[Records excerpted from a collection]
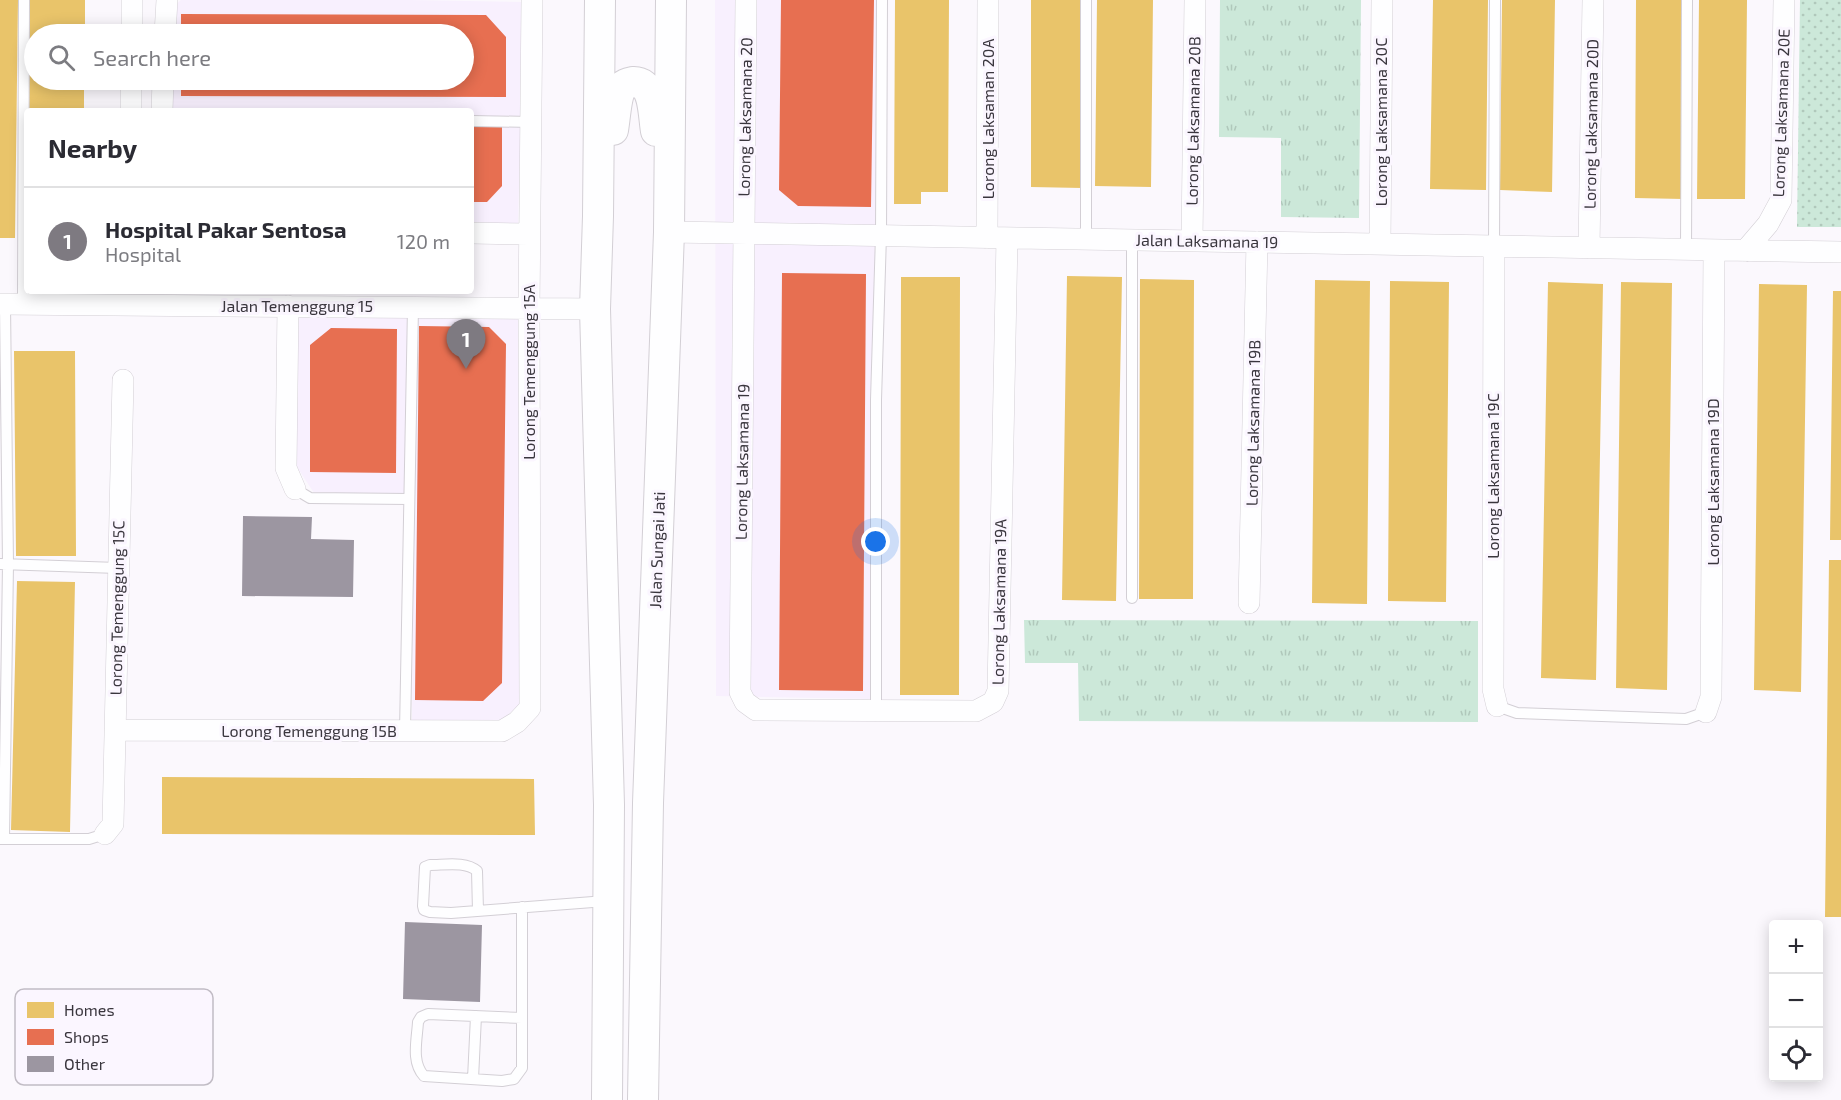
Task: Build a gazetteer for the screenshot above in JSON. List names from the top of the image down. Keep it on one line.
{"streets":{"main road":["Jalan Sungai Jati"],"street":["Lorong Laksamana 20E","Lorong Laksamana 20","Lorong Laksaman 20A","Lorong Laksamana 20B","Lorong Laksamana 20C","Lorong Laksamana 20D","Jalan Laksamana 19","Jalan Temenggung 15","Lorong Temenggung 15A","Lorong Laksamana 19B","Lorong Laksamana 19","Lorong Laksamana 19C","Lorong Laksamana 19D","Lorong Laksamana 19A","Lorong Temenggung 15C","Lorong Temenggung 15B"]},"crossings":[["Lorong Laksamana 20E","Jalan Laksamana 19"],["Lorong Laksamana 20","Jalan Laksamana 19"],["Lorong Laksamana 20","Lorong Laksamana 19"],["Lorong Laksaman 20A","Jalan Laksamana 19"],["Lorong Laksaman 20A","Lorong Laksamana 19A"],["Lorong Laksamana 20B","Jalan Laksamana 19"],["Lorong Laksamana 20C","Jalan Laksamana 19"],["Lorong Laksamana 20D","Jalan Laksamana 19"],["Jalan Laksamana 19","Lorong Laksamana 19B"],["Jalan Laksamana 19","Lorong Laksamana 19"],["Jalan Laksamana 19","Lorong Laksamana 19C"],["Jalan Laksamana 19","Lorong Laksamana 19D"],["Jalan Laksamana 19","Jalan Sungai Jati"],["Jalan Laksamana 19","Lorong Laksamana 19A"],["Jalan Temenggung 15","Lorong Temenggung 15A"],["Lorong Temenggung 15A","Lorong Temenggung 15B"],["Lorong Laksamana 19","Lorong Laksamana 19A"],["Lorong Temenggung 15C","Lorong Temenggung 15B"]],"legend":["Homes","Shops","Other"],"page":{"search":"Search here","heading":"Nearby","list":[{"mark":"1","name":"Hospital Pakar Sentosa","note":"Hospital","value":"120 m"}],"pins":"1","map_buttons":["+","−"]}}
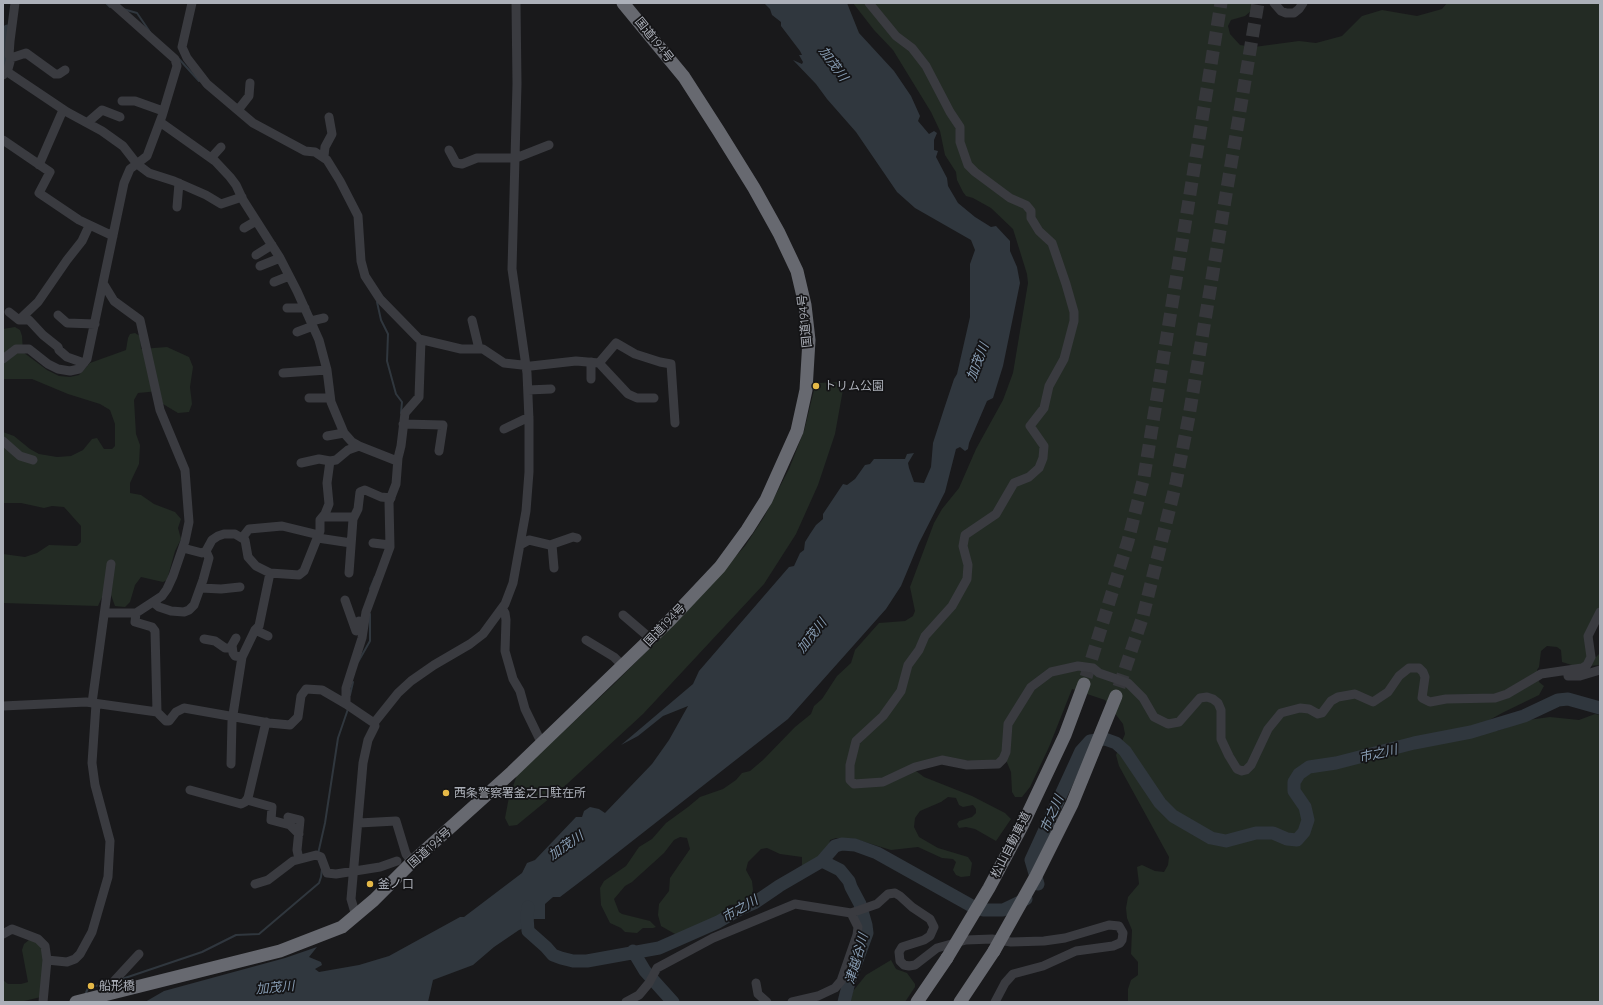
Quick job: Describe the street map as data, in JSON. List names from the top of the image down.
{
  "streets": {
    "highway": ["国道194号", "松山自動車道"]
  },
  "water": ["加茂川", "市之川", "津越谷川"],
  "places": [
    "トリム公園",
    "西条警察署釜之口駐在所",
    "釜ノ口",
    "船形橋"
  ]
}
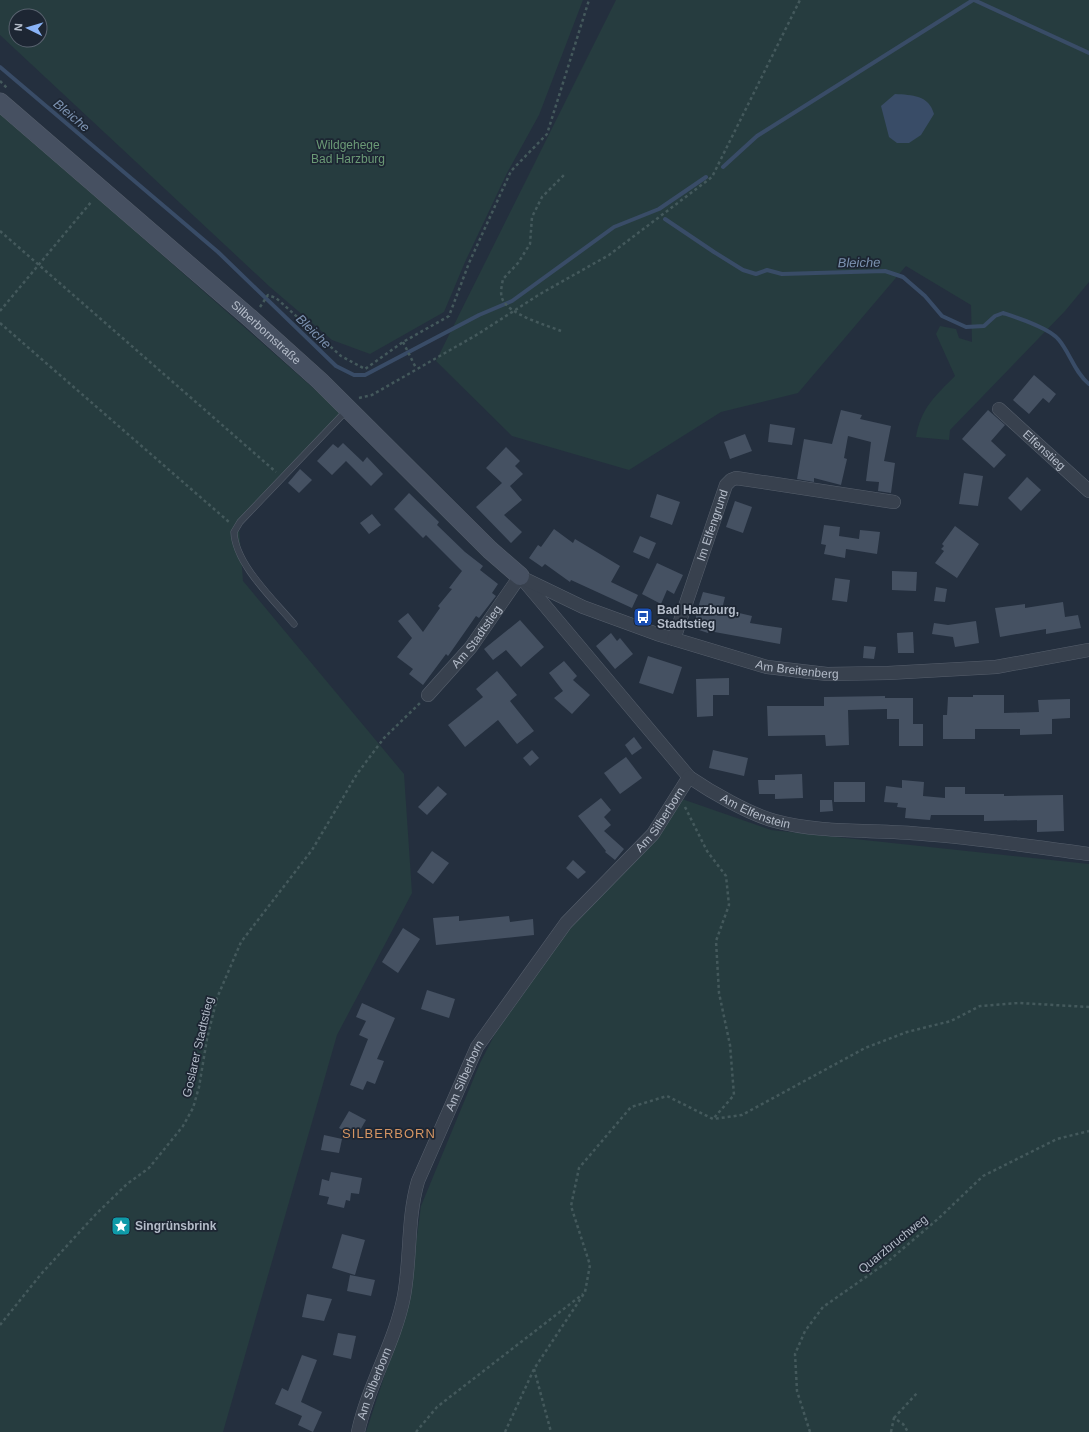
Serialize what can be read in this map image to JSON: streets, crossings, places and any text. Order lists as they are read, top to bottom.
{
  "streets": {
    "street": [
      "Silberbornstraße",
      "Elfenstieg",
      "Im Elfengrund",
      "Am Stadtstieg",
      "Am Breitenberg",
      "Am Elfenstein",
      "Am Silberborn"
    ],
    "path": ["Goslarer Stadtstieg", "Quarzbruchweg"]
  },
  "crossings": [
    ["Silberbornstraße", "Am Stadtstieg"],
    ["Silberbornstraße", "Am Breitenberg"],
    ["Silberbornstraße", "Am Elfenstein"],
    ["Im Elfengrund", "Am Breitenberg"],
    ["Am Stadtstieg", "Am Breitenberg"],
    ["Am Stadtstieg", "Am Elfenstein"],
    ["Am Stadtstieg", "Goslarer Stadtstieg"],
    ["Am Breitenberg", "Am Elfenstein"],
    ["Am Elfenstein", "Am Silberborn"]
  ],
  "districts": ["SILBERBORN"],
  "water": ["Bleiche"],
  "parks": ["Wildgehege Bad Harzburg"],
  "places": {
    "bus stop": ["Bad Harzburg, Stadtstieg"],
    "place": ["Singrünsbrink"]
  },
  "north": "left"
}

**WHAT IS REQUIRED:** If a line in the data above contains "places", return that line.

**WRITTEN RESPONSE:**
  "places": [
Serialize what can be read in this map image to JSON: streets, crossings, places and any text. Order lists as they are read, top to bottom.
  "places": {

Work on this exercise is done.